Second Programme (, Deftero Programma) is the second public radio station of Greece's state broadcaster, ERT. The station consists of Greek music and culture broadcasts.

History
The Second Programme originated on May 11, 1952 as a result of an attempt at an alternative music and entertainment program, to the First Programme. It was originally broadcast at 666 kHz, later at 93.6 MHz FM, and still later carried on Kosmos 93.6. The station program focused at the outset on Greek music but also on theater performances. In 1987 it was renamed ERA 2. Ten years later, in 1997, it returned to the old name.

The second program, due to nationwide broadcast, was the top in ratings for musical radio in the region.
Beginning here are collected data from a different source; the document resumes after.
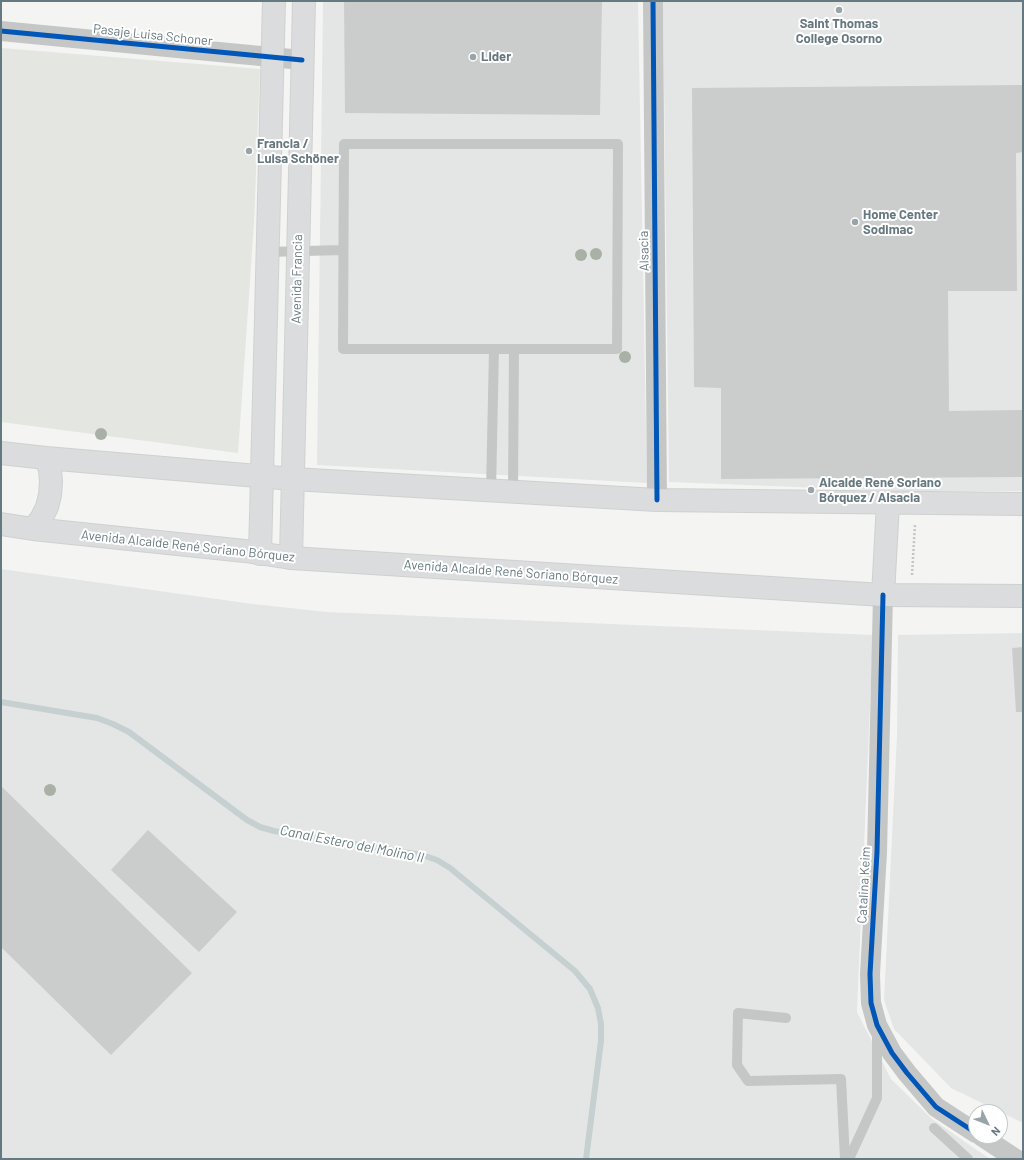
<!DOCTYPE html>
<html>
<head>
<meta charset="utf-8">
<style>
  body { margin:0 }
  #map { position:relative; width:1024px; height:1160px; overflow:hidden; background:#f4f4f3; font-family:Barlow,sans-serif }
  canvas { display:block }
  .frame { position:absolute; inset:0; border:2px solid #677980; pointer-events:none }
  .north { position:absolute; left:968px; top:1104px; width:40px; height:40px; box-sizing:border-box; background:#fff; border:1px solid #c2c9cc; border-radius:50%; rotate:133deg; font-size:11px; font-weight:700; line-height:16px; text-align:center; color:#677980 }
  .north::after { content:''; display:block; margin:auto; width:14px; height:18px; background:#98a4a8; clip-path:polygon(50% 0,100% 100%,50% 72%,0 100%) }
</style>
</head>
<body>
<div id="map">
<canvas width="1024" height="1160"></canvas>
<div class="frame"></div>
<div class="north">N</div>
</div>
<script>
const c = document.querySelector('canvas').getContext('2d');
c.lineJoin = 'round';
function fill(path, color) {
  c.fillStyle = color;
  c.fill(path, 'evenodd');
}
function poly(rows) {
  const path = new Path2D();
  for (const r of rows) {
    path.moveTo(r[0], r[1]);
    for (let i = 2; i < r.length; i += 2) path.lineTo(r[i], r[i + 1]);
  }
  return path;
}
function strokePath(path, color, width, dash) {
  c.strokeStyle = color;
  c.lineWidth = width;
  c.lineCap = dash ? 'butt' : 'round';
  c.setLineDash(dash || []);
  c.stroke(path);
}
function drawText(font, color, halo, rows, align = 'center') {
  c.font = font + ' Barlow,sans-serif';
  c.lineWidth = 4;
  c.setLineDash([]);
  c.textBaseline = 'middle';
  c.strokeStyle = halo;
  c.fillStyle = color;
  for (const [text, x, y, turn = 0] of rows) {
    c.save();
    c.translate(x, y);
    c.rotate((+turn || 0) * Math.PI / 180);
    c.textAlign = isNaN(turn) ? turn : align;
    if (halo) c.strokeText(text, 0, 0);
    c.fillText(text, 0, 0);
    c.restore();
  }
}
fill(poly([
  [323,1,638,1,647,483,317,465],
  [663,1,1023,1,1023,491,898,491,669,482],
  [1,569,253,604,327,612,873,635,857,1012,891,1079,932,1119,990,1159,1,1159],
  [1023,633,1023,1123,951,1088,894,1029,884,1000,897,735,898,635]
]), '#e4e6e6');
fill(poly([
  [1,48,260,69,254,223,238,453,1,422]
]), '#e4e6e1');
strokePath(poly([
  [1,702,97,718,113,724,129,732,247,820,260,827,274,831,422,855,437,860,450,868,575,971,590,989,598,1008,601,1024,601,1041,586,1159]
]), '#c6d0d1', 6);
fill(poly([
  [344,1,602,1,600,115,345,113],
  [1023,85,1023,152,1016,153,1017,291,948,291,949,411,1022,410,1023,477,721,479,721,388,694,387,692,88],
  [1023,647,1023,712,1016,712,1012,648],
  [1,786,192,973,111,1055,1,947],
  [148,830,237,912,199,952,111,870]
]), '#cbcccc');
const secondary = poly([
  [260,554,274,1],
  [291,558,304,1]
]);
const primary = poly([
  [1,453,46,458,293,479,657,500,1023,504],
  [1,524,33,529,245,551,291,558,883,595,1023,596],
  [33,529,41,519,47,507,50,495,51,482,50,470,46,458],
  [883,595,888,503]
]);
strokePath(secondary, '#d0d1d1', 24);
strokePath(primary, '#cfd0d0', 24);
strokePath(poly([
  [912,575,915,524]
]), '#c3c4c5', 2.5, [2, 2]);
strokePath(poly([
  [344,144,618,144,617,349,343,349,344,144],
  [267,252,343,250],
  [491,491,494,349],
  [513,492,514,349],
  [786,1018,738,1013,737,1065,748,1081,841,1079,845,1159],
  [934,1128,968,1159],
  [849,1159,877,1098,877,1033]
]), '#c5c7c7', 10);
strokePath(poly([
  [653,1,657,500],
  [1,31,302,60],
  [883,595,877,852,870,974,871,1003,877,1025,892,1053,907,1073,936,1107,976,1133],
  [981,1136,1016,1159]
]), '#c5c7c7', 20);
strokePath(secondary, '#dbdcdd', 22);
strokePath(primary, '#dbdcdd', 22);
strokePath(poly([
  [653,1,657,500],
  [1,31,302,60],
  [883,595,877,852,870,974,871,1003,877,1025,892,1053,907,1073,936,1107,976,1133]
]), '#0057b8', 5);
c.fillStyle = '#a9b0a5';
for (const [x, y] of [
  [596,254],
  [581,255],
  [625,357],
  [101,434],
  [50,790]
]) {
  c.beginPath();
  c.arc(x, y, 6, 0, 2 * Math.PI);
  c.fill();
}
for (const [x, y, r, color] of [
  [839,10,4,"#98a4a8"],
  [473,57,4,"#98a4a8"],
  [249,151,4,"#98a4a8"],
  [855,222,4,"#98a4a8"],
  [811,490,4,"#98a4a8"]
]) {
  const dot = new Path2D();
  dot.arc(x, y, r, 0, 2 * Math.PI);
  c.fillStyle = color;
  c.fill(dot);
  strokePath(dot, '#fff', 1.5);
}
drawText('bold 13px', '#677980', '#fff', [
  ["Saint Thomas",839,24,"center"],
  ["College Osorno",839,39,"center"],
  ["Lider",481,57],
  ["Francia /",257,144],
  ["Luisa Schöner",257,159],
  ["Home Center",863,215],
  ["Sodimac",863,230],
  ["Alcalde René Soriano",819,483],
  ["Bórquez / Alsacia",819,498]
], 'left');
drawText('13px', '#677980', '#fff', [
  ["Pasaje Luisa Schoner",153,35,6],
  ["Alsacia",644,251,-91],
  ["Avenida Francia",297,279,-89],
  ["Avenida Alcalde René Soriano Bórquez",188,546,6],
  ["Avenida Alcalde René Soriano Bórquez",511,572,4],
  ["Catalina Keim",864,885,-87]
]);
drawText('italic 14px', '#637a7d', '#fff', [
  ["Canal Estero del Molino II",352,844,11]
]);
</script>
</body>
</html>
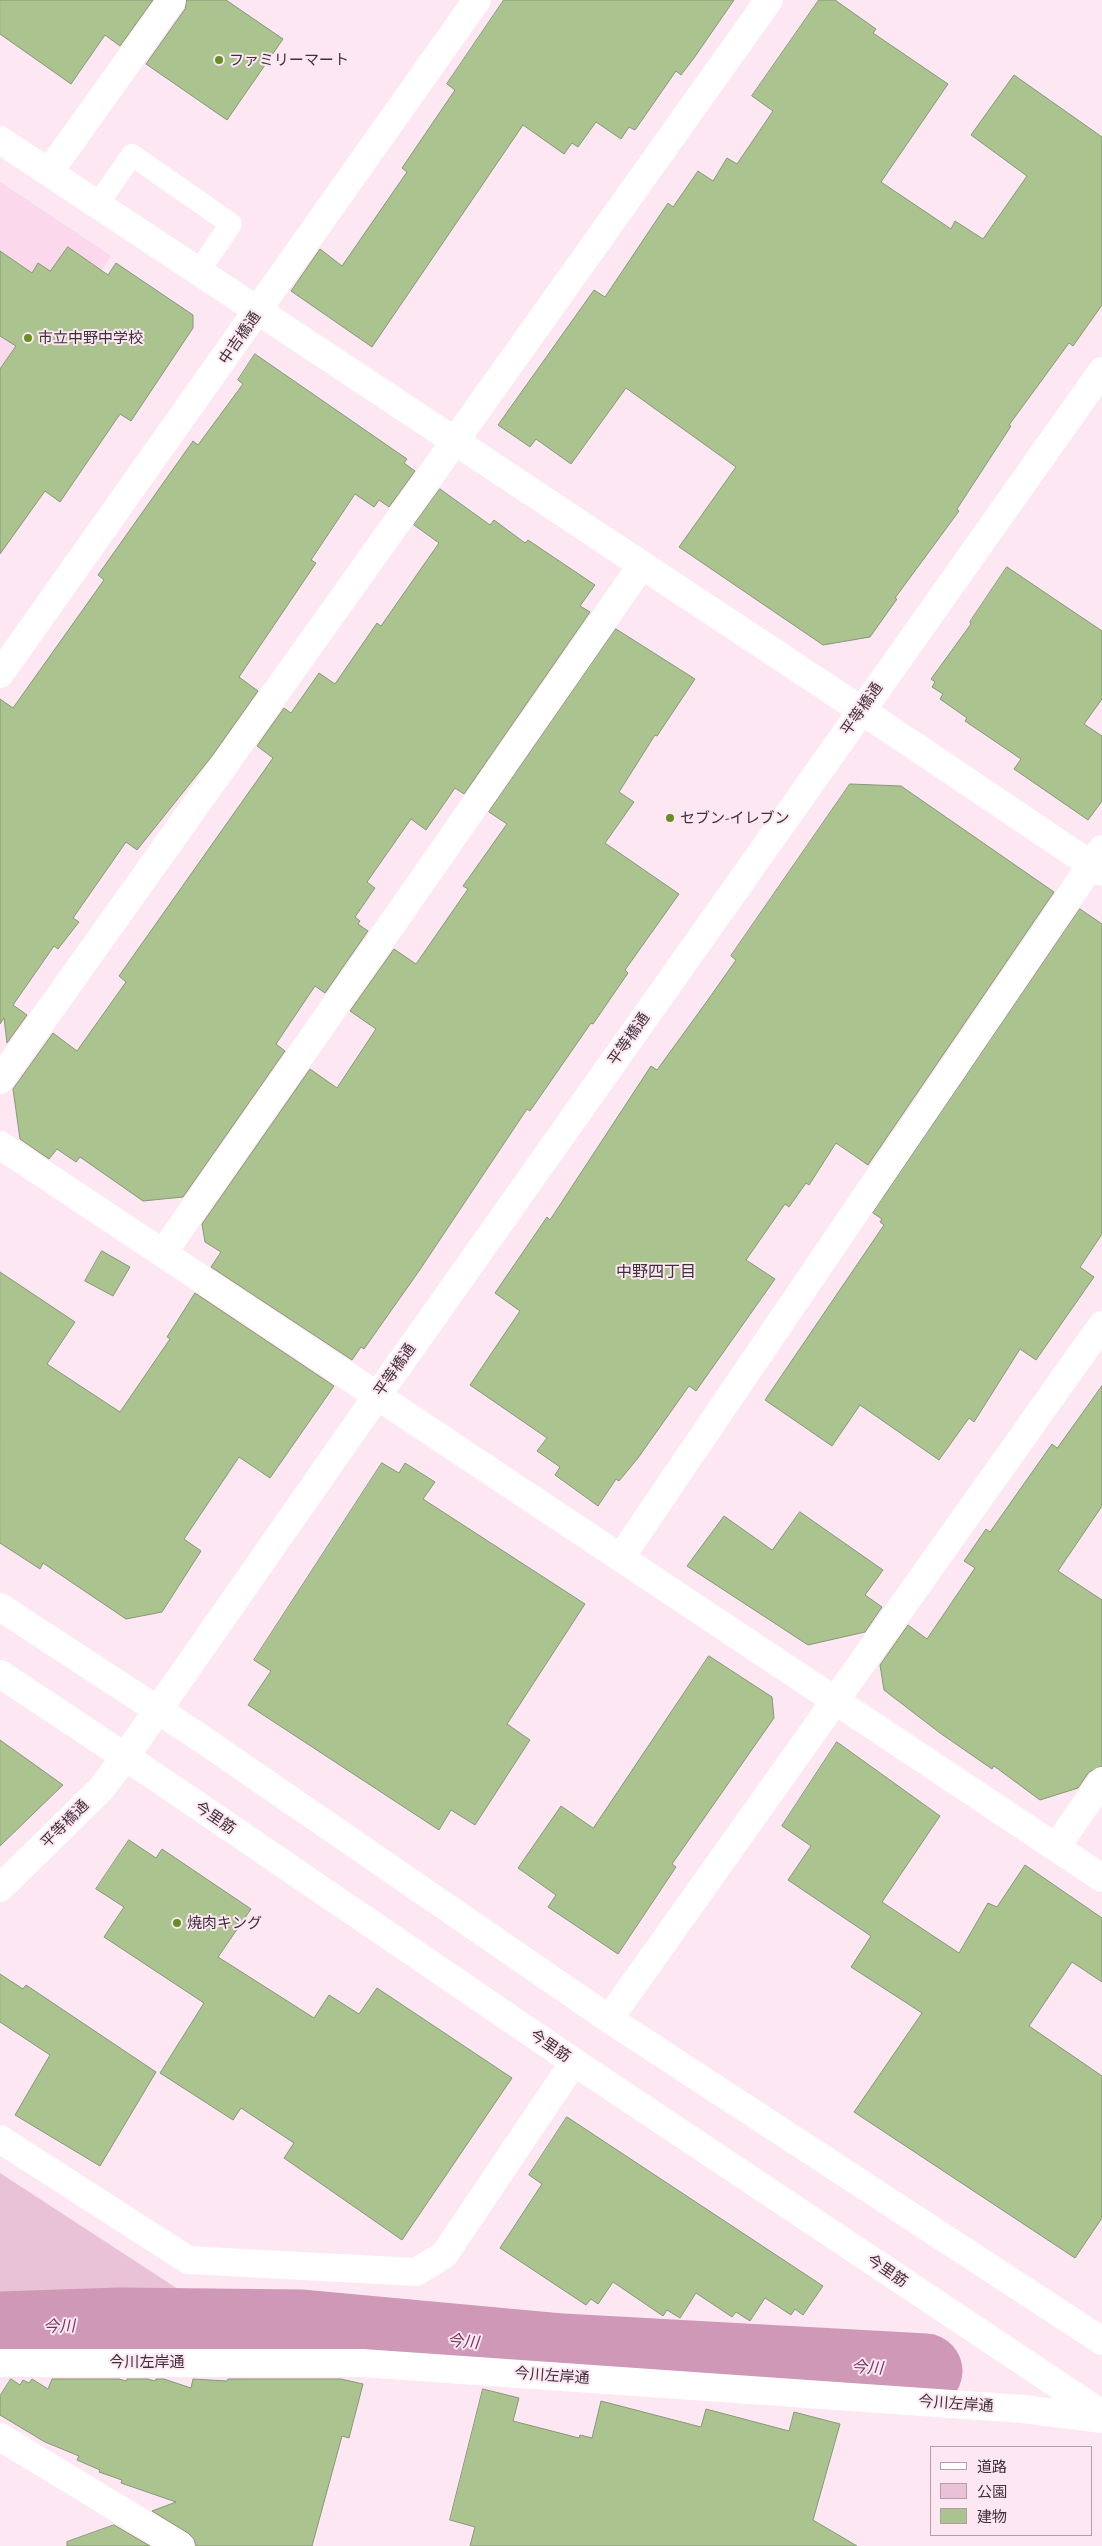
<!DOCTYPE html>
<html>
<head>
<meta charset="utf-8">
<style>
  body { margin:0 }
  #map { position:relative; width:1102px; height:2546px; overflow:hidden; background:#fde7f2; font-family:"Alegreya Sans","Noto Sans JP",sans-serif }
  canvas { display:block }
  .legend { position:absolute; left:930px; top:2446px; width:162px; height:90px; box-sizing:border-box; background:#fde7f2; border:1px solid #b19ea7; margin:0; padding:6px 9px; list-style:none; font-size:15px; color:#3e3037 }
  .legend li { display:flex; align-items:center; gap:10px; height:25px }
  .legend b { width:25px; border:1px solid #b19ea7 }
</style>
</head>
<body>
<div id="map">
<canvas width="1102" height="2546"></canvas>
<ul class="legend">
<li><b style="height:6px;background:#fff"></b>道路</li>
<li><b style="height:14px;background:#eac2d8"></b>公園</li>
<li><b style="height:14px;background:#aac38f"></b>建物</li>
</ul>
</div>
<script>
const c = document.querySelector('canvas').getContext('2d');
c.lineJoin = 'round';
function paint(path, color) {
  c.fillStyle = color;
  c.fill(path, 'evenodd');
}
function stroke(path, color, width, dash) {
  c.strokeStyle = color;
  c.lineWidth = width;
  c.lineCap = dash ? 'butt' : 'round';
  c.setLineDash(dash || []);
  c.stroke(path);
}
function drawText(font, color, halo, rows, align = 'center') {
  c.font = font + ' "Alegreya Sans","Noto Sans JP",sans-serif';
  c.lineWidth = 4;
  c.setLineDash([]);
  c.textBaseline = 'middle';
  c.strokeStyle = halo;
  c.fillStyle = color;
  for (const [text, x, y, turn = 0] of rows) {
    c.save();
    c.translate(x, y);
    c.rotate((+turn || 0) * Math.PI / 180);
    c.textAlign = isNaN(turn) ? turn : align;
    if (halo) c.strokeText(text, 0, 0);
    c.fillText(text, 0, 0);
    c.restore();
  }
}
const built = new Path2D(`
  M0,182l111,74 -111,163z`);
const green = new Path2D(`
  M0,2173l181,118 -181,8z`);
const river = new Path2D(`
  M0,2329l119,-4 183,2 260,24 363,20`);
const building = new Path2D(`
  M0,0h153l-33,46 -15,-11 -34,49 -71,-50z
  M187,0h39l57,39 -56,81 -81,-56 39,-55z
  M504,0h230l-40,58 -13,17 -5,-4 -41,59 -6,-3 -8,12 -25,-17 -18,25 -6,-4 -8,11 -41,-29 -151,222 -81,-56 29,-42 22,17 65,-94 -5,-4 53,-78 -8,-6z
  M819,0h16l41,29 -3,4 75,51 -67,98 70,47 4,-8 28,18 44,-63 -56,-41 43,-60 88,62v168l-29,41 -4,-3 -60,82 2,1 -54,83 2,2 -64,87 2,1 -27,38 -47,8 -144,-98 57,-80 -110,-79 -55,76 -35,-25 -6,8 -32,-22 96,-135 11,7 63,-94 5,4 25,-36 15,10 14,-23 10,6 36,-53 -21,-15z
  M68,247l40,28 8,-12 77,52v13l-62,93 -11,-7 -60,88 -15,-11 -45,63v-185l16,-23 -16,-10v-85l32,22 6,-10 12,8z
  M255,354l152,105 -3,4 11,8 -26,36 -10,-7 -5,7 -19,-13 -44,66 5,3 -77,114 19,14 -46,65 -75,94 -11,-8 -53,76 6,4 -21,27 -4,-3 -41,59 14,10 -20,28 -3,-25 -4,6v-325l13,9 91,-128 -6,-5 95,-134 5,4 45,-61 -5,-4z
  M440,489l50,36 4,-5 31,23 3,-3 67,45 -15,21 10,6 -126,182 -9,-6 -29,42 -15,-11 -44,63 8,6 -20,29 5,4 -2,3 10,7 -43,62 -10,-7 -39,58 9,7 -102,146 -40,4 -63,-44 -4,5 -19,-13 -8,10 -29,-20 -7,-50 40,-56 24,18 49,-69 -7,-6 154,-218 -16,-12 27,-38 7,5 28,-40 16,11 42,-61 4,3 58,-83 -25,-18z
  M1007,567l95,64v68l-18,25 18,12v65l-14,19 -74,-51 7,-10 -56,-38 2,-3 -27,-19 3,-5 -11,-7 3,-5 -4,-3 40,-55 -1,-2z
  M616,629l79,50 -38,57 -2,-1 -36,57 15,10 -29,41 74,51 -54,76 3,3 -35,51 -2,-1 -61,88 -3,-2 -108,162 -55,78 -3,-2 -9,13 -141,-93 10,-15 -16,-10 -3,-18 108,-155 27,19 39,-59 -26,-18 44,-62 22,15 52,-75 -5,-3 44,-62 -18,-12z
  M850,784l51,2 153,106 -186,273 -32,-22 -27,42 -3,-2 -17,24 -4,-3 -39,56 29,19 -79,112 -7,-5 -51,72 -19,23 -3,-2 -18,27 -43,-31 5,-8 -23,-16 10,-13 -77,-53 50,-74 -25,-18 52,-76 3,3 101,-154 6,4 48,-66 31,-44 -5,-4z
  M1080,909l22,15v310l-22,33 14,10 -58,83 -16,-11 -46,73 -5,-4 -30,42 -79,-55 -28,41 -67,-46 119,-175 -4,-3 2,-3 -9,-6z
  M102,1251l28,16 -17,29 -28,-15z
  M0,1272l75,50 -28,42 73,48 50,-73 -3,-2 28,-44 139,93 -64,92 -31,-21 -55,82 17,12 -39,61 -36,7 -83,-56 -3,6 -40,-26z
  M1102,1386v120l-44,65 44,29v166l-13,6 -11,16 -38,12 -46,-34 -2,3 -52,-36 -56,-43 -4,-25 28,-40 19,14 48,-71 -11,-7 22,-32 4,3 62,-88 5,4z
  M382,1463l17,10 6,-10 30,19 -12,17 162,105 -78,120 23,16 -55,85 -24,-15 -12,20 -191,-125 23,-34 -17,-11z
  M800,1512l83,58 -18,25 17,12 -17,25 -57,13 -121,-79 37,-50 48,34z
  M709,1656l63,41 2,21 -102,146 4,3 -58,87 -70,-47 8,-12 -38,-27 43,-62 32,22z
  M0,1740l63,45 -63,61z
  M837,1742l103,74 -58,86 77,51 29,-50 9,4 28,-42 77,53v64l-30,-20 -43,64 73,50v142l-27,40 -221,-146 68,-99 -71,-46 20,-31 -83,-56 23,-34 -29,-20z
  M129,1840l27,18 6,-9 89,60 -33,48 96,61 15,-23 30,19 18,-26 135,90 -110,162 -118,-82 10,-15 -53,-35 -8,12 -73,-47 44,-70 -100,-66 20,-30 -28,-18z
  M0,1974l23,15 3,-4 130,87 -56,94 -85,-51 35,-60 -50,-33z
  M567,2117l256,169 -20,29 -8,-6 -4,6 -26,-17 -15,23 -14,-9 -4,5 -36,-24 -16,25 -13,-8 -4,6 -50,-34 -15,22 -7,-5 -5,6 -86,-57 42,-64 -13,-9z
  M11,2379l9,6 3,-5 6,3 3,-4 16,10 4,-10h67l7,2 1,-2h21l7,2 1,-2h8l27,9 2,-9 34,2 1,-2h113l22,5 -14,54 -7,-2 -30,110h-116l-2,-7 -6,-6 -36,-22 24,-9 -55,-19 1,-3 -23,-8 1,-2 -23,-10 2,-4 -34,-14 -45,-27v-19z
  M483,2389l36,9 -6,23 66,17 1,-3 12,3 9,-37 100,26 5,-18 83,22 5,-19 46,12 -27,96 44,26h-387l5,-19 -25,-7z
  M114,2525l36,21h-83v-4z`);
const service = new Path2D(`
  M97,205l35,-50 99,69 -33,48`);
const minor = new Path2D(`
  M49,172l123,-172
  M0,674l477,-674
  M0,1080l769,-1080
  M0,1145l1102,733
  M163,1253l479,-688
  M621,1557l481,-708
  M1057,1846l45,-65
  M0,1888l101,-99 24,-32
  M609,2019l493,-694
  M0,2139l188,121 228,12 28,-17 130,-193
  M0,2363h362l661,46 79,10
  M0,2437l180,109`);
const tertiary = new Path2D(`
  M0,140l861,570 241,162
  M0,1607l199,130 410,282 493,322
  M0,1674l166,110 408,278 528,352
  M125,1757l252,-361 725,-1025`);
const markers = [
  [219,60,5,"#659021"],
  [28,338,5,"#659021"],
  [670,818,5,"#659021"],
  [177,1923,5,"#659021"]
];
const poiNames = [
  ["ファミリーマート",229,60],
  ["市立中野中学校",38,338],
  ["セブン-イレブン",680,818],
  ["焼肉キング",187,1923]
];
const streetNames = [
  ["中吉橋通",240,338,-55],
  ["平等橋通",862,709,-55],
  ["平等橋通",629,1039,-55],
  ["平等橋通",395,1370,-55],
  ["今里筋",215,1818,34],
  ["平等橋通",65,1824,-45],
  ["今里筋",550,2046,34],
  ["今里筋",887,2271,34],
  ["今川左岸通",147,2362],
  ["今川左岸通",552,2376,4],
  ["今川左岸通",956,2404,4]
];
const neighbourhoodNames = [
  ["中野四丁目",656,1272]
];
const waterNames = [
  ["今川",59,2327,-2],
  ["今川",463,2342,5],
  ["今川",867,2368,3]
];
paint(built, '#fbd8eb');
paint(green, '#eac2d8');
stroke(river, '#ce98b6', 75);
paint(building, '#aac38f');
stroke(building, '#889778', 1);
stroke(service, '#fff', 22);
stroke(minor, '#fff', 28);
stroke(tertiary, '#fff', 28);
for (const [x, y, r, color] of markers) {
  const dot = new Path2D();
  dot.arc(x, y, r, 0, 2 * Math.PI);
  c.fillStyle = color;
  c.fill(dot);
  stroke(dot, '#fde7f2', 2);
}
drawText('15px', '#3e3037', '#fde7f2', poiNames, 'left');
drawText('15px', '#3e3037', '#fde7f2', streetNames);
drawText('16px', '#3e3037', '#fde7f2', neighbourhoodNames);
drawText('italic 16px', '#76345d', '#fde7f2', waterNames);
</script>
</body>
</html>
Every year the station broadcasts live the Eurovision Song Contest, in cooperation with ERT1, which carries it on television.

After ERT
On June 11, 2013, after the government's decision Samara for the closure of ERT, the Second Program stopped functioning. From then until November 7 of the same year the station broadcast 4 hours to 24 hours from a single network of HR operating redundant workers ERT. On Monday 16 December the same year the Second Programme reopened ERT Open.

A year later, Monday, December 15, 2014, the Second Program started operating under the New Greek Radio, Internet and TV, the new operator of Greece that existed.

Back to ERT
On April 28 of 2015 was passed by Parliament by law to reopen ERT, which took place on June 11, 2015, two years after the black ERT and its replacement of NERIT. Specifically, NERIT was closed and ERT reopened with all the radios including the Second Programme. So the day started the relaunch, the station transmits again the ERT and the HR.